(Dataset entries)
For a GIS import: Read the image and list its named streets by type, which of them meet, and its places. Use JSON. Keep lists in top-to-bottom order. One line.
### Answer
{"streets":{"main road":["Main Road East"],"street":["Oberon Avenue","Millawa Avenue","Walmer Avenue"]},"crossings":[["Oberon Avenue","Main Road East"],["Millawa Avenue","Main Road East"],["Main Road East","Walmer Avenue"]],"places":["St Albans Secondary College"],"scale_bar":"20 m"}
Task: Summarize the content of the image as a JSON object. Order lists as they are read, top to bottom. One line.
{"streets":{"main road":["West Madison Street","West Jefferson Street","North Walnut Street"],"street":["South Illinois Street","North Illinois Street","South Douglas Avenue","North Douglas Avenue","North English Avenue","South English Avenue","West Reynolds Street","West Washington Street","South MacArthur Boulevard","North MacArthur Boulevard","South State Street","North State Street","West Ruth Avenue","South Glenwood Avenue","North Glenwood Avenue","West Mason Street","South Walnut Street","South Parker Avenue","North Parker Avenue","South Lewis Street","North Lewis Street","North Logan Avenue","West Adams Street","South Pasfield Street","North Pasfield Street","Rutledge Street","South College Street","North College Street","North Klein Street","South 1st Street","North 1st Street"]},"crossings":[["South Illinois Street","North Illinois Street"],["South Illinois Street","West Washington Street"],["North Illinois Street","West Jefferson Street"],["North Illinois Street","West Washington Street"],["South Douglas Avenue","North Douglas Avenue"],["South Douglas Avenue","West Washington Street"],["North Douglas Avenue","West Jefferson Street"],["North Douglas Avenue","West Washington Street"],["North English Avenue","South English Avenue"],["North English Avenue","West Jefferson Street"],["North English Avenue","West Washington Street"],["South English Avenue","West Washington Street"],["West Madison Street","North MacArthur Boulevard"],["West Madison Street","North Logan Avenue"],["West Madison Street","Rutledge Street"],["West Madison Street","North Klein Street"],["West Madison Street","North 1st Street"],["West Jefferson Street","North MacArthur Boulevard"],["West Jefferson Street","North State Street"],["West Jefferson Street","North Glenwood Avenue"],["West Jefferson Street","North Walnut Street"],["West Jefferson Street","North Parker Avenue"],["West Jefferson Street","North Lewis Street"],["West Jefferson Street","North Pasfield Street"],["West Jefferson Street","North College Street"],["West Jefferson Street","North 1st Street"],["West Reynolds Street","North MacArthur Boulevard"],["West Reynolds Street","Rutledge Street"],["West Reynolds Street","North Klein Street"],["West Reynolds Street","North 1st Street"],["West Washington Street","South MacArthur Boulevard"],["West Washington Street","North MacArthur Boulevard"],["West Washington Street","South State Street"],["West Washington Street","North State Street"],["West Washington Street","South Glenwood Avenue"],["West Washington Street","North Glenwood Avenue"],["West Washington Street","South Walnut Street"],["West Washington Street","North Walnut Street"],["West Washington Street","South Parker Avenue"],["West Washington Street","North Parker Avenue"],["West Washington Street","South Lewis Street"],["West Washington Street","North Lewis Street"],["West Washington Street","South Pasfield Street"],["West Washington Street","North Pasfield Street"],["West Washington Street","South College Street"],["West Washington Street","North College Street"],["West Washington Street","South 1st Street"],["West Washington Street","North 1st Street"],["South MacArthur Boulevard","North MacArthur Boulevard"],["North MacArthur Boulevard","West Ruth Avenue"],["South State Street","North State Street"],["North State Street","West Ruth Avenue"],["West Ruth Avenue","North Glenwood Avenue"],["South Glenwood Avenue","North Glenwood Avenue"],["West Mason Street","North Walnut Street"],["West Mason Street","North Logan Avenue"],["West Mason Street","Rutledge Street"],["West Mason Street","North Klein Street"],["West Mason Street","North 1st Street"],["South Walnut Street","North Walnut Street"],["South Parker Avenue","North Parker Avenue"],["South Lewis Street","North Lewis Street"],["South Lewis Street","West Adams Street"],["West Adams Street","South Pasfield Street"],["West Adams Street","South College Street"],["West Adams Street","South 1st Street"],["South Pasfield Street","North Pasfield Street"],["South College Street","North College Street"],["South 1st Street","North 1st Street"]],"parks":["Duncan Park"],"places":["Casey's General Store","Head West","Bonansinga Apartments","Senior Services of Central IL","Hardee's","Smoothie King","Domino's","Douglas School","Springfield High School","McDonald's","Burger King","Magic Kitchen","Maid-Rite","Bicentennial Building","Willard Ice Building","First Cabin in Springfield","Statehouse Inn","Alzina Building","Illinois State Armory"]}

# What is needed
Exact copies of all the entries above are required.

# Written reply
For a GIS import: Read the image and list its named streets by type, which of them meet, and its places. Use JSON. Keep lists in top-to-bottom order. One line.
### Answer
{"streets":{"main road":["Main Road East"],"street":["Oberon Avenue","Millawa Avenue","Walmer Avenue"]},"crossings":[["Oberon Avenue","Main Road East"],["Millawa Avenue","Main Road East"],["Main Road East","Walmer Avenue"]],"places":["St Albans Secondary College"],"scale_bar":"20 m"}
Task: Summarize the content of the image as a JSON object. Order lists as they are read, top to bottom. One line.
{"streets":{"main road":["West Madison Street","West Jefferson Street","North Walnut Street"],"street":["South Illinois Street","North Illinois Street","South Douglas Avenue","North Douglas Avenue","North English Avenue","South English Avenue","West Reynolds Street","West Washington Street","South MacArthur Boulevard","North MacArthur Boulevard","South State Street","North State Street","West Ruth Avenue","South Glenwood Avenue","North Glenwood Avenue","West Mason Street","South Walnut Street","South Parker Avenue","North Parker Avenue","South Lewis Street","North Lewis Street","North Logan Avenue","West Adams Street","South Pasfield Street","North Pasfield Street","Rutledge Street","South College Street","North College Street","North Klein Street","South 1st Street","North 1st Street"]},"crossings":[["South Illinois Street","North Illinois Street"],["South Illinois Street","West Washington Street"],["North Illinois Street","West Jefferson Street"],["North Illinois Street","West Washington Street"],["South Douglas Avenue","North Douglas Avenue"],["South Douglas Avenue","West Washington Street"],["North Douglas Avenue","West Jefferson Street"],["North Douglas Avenue","West Washington Street"],["North English Avenue","South English Avenue"],["North English Avenue","West Jefferson Street"],["North English Avenue","West Washington Street"],["South English Avenue","West Washington Street"],["West Madison Street","North MacArthur Boulevard"],["West Madison Street","North Logan Avenue"],["West Madison Street","Rutledge Street"],["West Madison Street","North Klein Street"],["West Madison Street","North 1st Street"],["West Jefferson Street","North MacArthur Boulevard"],["West Jefferson Street","North State Street"],["West Jefferson Street","North Glenwood Avenue"],["West Jefferson Street","North Walnut Street"],["West Jefferson Street","North Parker Avenue"],["West Jefferson Street","North Lewis Street"],["West Jefferson Street","North Pasfield Street"],["West Jefferson Street","North College Street"],["West Jefferson Street","North 1st Street"],["West Reynolds Street","North MacArthur Boulevard"],["West Reynolds Street","Rutledge Street"],["West Reynolds Street","North Klein Street"],["West Reynolds Street","North 1st Street"],["West Washington Street","South MacArthur Boulevard"],["West Washington Street","North MacArthur Boulevard"],["West Washington Street","South State Street"],["West Washington Street","North State Street"],["West Washington Street","South Glenwood Avenue"],["West Washington Street","North Glenwood Avenue"],["West Washington Street","South Walnut Street"],["West Washington Street","North Walnut Street"],["West Washington Street","South Parker Avenue"],["West Washington Street","North Parker Avenue"],["West Washington Street","South Lewis Street"],["West Washington Street","North Lewis Street"],["West Washington Street","South Pasfield Street"],["West Washington Street","North Pasfield Street"],["West Washington Street","South College Street"],["West Washington Street","North College Street"],["West Washington Street","South 1st Street"],["West Washington Street","North 1st Street"],["South MacArthur Boulevard","North MacArthur Boulevard"],["North MacArthur Boulevard","West Ruth Avenue"],["South State Street","North State Street"],["North State Street","West Ruth Avenue"],["West Ruth Avenue","North Glenwood Avenue"],["South Glenwood Avenue","North Glenwood Avenue"],["West Mason Street","North Walnut Street"],["West Mason Street","North Logan Avenue"],["West Mason Street","Rutledge Street"],["West Mason Street","North Klein Street"],["West Mason Street","North 1st Street"],["South Walnut Street","North Walnut Street"],["South Parker Avenue","North Parker Avenue"],["South Lewis Street","North Lewis Street"],["South Lewis Street","West Adams Street"],["West Adams Street","South Pasfield Street"],["West Adams Street","South College Street"],["West Adams Street","South 1st Street"],["South Pasfield Street","North Pasfield Street"],["South College Street","North College Street"],["South 1st Street","North 1st Street"]],"parks":["Duncan Park"],"places":["Casey's General Store","Head West","Bonansinga Apartments","Senior Services of Central IL","Hardee's","Smoothie King","Domino's","Douglas School","Springfield High School","McDonald's","Burger King","Magic Kitchen","Maid-Rite","Bicentennial Building","Willard Ice Building","First Cabin in Springfield","Statehouse Inn","Alzina Building","Illinois State Armory"]}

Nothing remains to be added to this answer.